What Is Foreign Direct Investment?

A foreign direct investment (FDI) is an investment in the form of a controlling ownership in a business or project in one country by an entity based in another country. Unlike portfolio investment, FDI implies direct operational control — building a port, financing a railway, or developing a power plant. The distinction matters because FDI carries geopolitical weight that passive equity stakes do not.

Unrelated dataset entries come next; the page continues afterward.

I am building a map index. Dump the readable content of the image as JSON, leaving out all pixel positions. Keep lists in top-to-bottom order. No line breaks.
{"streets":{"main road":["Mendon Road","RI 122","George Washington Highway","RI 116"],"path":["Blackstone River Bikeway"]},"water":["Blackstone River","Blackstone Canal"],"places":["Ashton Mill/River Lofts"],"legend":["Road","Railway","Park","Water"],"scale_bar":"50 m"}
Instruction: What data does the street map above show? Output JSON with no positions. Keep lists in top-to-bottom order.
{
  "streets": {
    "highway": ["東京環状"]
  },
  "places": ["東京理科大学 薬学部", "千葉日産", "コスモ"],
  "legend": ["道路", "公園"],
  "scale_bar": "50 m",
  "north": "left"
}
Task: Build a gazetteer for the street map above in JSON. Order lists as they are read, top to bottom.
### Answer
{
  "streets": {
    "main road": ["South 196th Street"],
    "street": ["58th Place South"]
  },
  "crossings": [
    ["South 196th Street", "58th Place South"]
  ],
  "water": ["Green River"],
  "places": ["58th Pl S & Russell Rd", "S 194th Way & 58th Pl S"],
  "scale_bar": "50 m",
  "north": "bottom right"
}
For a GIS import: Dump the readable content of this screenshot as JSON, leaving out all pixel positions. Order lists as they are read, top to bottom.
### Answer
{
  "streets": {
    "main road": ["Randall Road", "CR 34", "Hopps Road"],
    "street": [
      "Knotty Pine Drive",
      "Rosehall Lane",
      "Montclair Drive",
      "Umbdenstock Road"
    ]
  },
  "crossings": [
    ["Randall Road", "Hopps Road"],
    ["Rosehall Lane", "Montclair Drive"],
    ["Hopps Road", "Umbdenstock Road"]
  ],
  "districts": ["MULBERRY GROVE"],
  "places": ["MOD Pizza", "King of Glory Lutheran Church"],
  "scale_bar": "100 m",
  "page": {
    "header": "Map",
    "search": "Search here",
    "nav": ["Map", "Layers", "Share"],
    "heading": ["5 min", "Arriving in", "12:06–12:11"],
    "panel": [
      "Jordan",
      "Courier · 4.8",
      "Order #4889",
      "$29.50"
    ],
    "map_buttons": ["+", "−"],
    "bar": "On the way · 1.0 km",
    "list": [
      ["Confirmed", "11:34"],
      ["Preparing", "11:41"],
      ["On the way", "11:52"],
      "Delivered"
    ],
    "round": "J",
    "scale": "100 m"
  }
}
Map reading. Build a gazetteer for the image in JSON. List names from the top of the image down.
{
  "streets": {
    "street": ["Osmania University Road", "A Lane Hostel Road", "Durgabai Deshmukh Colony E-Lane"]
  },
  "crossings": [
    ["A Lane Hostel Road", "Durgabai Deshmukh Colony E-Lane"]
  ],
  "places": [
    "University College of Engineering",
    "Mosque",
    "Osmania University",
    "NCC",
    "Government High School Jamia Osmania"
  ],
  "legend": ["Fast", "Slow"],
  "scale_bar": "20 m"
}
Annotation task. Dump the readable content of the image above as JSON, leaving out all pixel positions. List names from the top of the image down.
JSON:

Outward Direct Investment and Strategic Corridors

Outward direct investment (ODI) takes many forms: greenfield projects where a parent company creates new operations abroad, cross-border mergers and acquisitions, or expansions of existing foreign facilities. For capital-exporting nations, ODI is a natural progression when domestic markets become saturated and better opportunities exist abroad — but the strategic calculus extends far beyond return on capital.China's outward FDI strategy in East Africa and Central Asia raises a critical question: should infrastructure investment correlate with GDP growth in recipient countries, or does leveraged debt serve primarily as a vehicle for political influence? Trade deals should be bilateral and mutually beneficial — the benefits and costs to each party should be explicit in the nature of the deal.

Why Track FDI Deals?

This tracker catalogs 50 major global FDI deals to provide transparency into who is investing, where capital is flowing, and what the strategic implications are for receiving nations. China accounts for the majority of tracked deals (22 of 50), with a combined commitment exceeding $800 billion across transport, energy, digital infrastructure, and critical minerals.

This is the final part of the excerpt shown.